訴えているのは大和田伸・脇坂たつや・浅井くにお・今井ひろし・吉田あい・岩田いくま・はなし俊郎・木梨もりよし・富本卓・小泉やすお・安斉あきら・松浦芳子・田中ゆうたろう・河津利恵子・市来ともこ・公明党(川原口ひろゆき・横山えみ・大槻城一・北あきのり・中村やすひろ)、無所属区民派(けしば誠一・新城せつこ)議員たちです。

 
区政報告類の経費の半額は返還すべきと主張・立証
 2014(平成26)年度は、6月に区長選挙・区議補欠選挙、12月に衆議院議員選挙と3つの選挙があり、さらに2015年4月には議員自身の区議会議員選挙が直前に控えていました。区政報告類の経費の全額を政務活動費で支出した杉並区議が多数いるのですが、選挙を意識していることは明らかなので、50%以上按分して、それを超えた部分を返せとの主張・立証を行ってきました。今回の弁論では、自民党と無所属議員計10議員に関する詳細な主張と調査嘱託の申し立てを行いました。

 一例を挙げれば、「杉並区議会自由民主党/私たちは杉並区の専門家です」と題したチラシがあります。区議選3か月前の2015年1月、自民党議員は120万円を使ってこのチラシを大量に作りました。表面は上の見出しと自民党議員の集合写真で40%を占め、裏面は「杉並区議会自由民主党所属議員紹介」として、12議員の個々の写真と住所電話番号が書いてあります。会派12人のうち大和田伸・脇坂たつや・今井ひろし・吉田あい・はなし俊郎・富本卓・小泉やすお、大熊昌巳の8区議が各10万円を政活費から支出しました。(大熊議員は別の裁判で返還を求めています。)
 チラシの隅には、公選法対策といわれている「討議資料」の小さな文字が入っていて、選挙を意識したものであることは明らかです。オンブズとしては、按分して50%の金額の返還を求めています。


杉並区の政活費は年額192万円
「調査研究その他の活動に資するための必要な経費」
杉並区の政活費は議員一人当たり月額16万円、年額で192万円。

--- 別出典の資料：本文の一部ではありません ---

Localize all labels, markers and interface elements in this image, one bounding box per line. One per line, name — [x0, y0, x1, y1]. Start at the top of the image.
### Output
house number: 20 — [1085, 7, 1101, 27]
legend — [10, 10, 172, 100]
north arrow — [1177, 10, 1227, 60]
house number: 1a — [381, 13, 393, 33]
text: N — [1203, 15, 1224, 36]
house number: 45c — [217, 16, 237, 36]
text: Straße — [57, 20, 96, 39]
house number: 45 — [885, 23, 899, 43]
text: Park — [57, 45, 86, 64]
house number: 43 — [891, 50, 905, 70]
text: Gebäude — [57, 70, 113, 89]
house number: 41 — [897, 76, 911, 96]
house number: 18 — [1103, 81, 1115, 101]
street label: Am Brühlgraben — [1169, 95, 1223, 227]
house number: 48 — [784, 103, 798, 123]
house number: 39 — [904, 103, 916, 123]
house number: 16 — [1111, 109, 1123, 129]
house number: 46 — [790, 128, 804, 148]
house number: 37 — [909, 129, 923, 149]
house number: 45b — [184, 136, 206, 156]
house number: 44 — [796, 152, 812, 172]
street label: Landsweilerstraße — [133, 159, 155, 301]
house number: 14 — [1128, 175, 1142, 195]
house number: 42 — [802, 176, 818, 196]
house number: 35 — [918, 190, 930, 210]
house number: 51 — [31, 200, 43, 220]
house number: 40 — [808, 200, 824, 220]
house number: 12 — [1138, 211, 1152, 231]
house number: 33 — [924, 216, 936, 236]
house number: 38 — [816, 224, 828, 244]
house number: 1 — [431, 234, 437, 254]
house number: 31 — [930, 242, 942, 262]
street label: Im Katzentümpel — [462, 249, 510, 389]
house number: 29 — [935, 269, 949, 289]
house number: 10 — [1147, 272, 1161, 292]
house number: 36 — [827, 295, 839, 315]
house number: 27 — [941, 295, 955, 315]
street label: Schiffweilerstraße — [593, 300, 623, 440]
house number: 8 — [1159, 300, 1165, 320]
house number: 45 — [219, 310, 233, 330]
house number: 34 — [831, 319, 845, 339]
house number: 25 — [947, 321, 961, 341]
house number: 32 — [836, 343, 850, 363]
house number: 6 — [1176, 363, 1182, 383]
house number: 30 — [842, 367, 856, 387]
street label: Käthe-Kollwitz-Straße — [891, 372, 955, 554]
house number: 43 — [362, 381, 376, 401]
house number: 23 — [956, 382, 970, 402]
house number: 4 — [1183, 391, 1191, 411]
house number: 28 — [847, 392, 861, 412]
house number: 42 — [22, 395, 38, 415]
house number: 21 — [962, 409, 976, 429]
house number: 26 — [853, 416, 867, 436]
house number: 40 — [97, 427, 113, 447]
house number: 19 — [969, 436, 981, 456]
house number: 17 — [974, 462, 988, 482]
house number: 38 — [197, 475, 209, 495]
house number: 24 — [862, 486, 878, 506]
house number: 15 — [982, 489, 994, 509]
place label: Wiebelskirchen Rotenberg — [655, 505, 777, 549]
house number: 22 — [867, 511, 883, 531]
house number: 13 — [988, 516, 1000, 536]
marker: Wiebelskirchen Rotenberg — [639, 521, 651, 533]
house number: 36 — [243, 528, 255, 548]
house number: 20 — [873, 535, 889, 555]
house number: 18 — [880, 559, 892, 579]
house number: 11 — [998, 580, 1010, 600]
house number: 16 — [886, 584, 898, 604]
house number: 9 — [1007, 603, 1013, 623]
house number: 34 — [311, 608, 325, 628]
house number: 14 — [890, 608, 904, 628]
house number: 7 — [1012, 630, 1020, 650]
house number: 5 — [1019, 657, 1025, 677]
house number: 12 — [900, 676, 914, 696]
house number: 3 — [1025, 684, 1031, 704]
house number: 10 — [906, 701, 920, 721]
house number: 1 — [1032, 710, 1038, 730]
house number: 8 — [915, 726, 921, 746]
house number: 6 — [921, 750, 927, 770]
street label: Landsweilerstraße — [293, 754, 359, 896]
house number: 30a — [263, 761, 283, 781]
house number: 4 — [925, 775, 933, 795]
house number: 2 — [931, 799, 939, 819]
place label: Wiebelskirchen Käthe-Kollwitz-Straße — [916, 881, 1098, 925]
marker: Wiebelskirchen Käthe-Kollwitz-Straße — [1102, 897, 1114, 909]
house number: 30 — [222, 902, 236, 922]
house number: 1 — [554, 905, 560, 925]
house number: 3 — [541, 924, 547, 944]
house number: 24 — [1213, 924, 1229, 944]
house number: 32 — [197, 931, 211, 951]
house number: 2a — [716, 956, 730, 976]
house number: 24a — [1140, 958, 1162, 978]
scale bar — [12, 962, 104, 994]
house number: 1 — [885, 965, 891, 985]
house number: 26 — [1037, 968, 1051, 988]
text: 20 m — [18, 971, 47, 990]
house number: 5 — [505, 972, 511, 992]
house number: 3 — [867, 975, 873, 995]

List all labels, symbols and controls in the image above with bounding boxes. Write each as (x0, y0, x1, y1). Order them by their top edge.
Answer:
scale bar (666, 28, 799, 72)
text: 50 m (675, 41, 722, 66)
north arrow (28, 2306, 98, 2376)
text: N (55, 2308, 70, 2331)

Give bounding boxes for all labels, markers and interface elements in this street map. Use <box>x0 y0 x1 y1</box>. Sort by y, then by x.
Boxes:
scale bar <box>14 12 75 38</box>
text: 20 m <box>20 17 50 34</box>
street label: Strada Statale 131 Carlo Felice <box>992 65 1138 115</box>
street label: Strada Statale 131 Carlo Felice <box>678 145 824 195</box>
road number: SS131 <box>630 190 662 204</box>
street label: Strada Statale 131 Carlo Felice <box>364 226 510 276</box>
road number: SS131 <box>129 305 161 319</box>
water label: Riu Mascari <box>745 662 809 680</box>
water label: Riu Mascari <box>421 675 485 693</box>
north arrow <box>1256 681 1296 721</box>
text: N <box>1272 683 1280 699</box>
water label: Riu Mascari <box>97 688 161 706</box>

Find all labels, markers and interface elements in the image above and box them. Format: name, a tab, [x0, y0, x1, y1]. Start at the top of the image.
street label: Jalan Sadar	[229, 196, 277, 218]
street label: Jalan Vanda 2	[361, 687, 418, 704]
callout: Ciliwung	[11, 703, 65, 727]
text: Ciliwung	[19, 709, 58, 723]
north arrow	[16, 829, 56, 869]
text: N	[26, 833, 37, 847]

「議員の調査研究その他の活動に資するための必要な経費」の一部として3か月ごと48万円ずつ政活費が議員の通帳に振り込まれています。
 最近の傾向として、多くの議員が「区政報告」や「議会レポート」に按分なしで支出しています。議員から送られてくる区政報告等を何気なく読んでいると思いますが、1回の区政報告の発行のために印刷代、郵送費、新聞折り込み等で、100万円以上の政活費(税金)を使っている議員もいます。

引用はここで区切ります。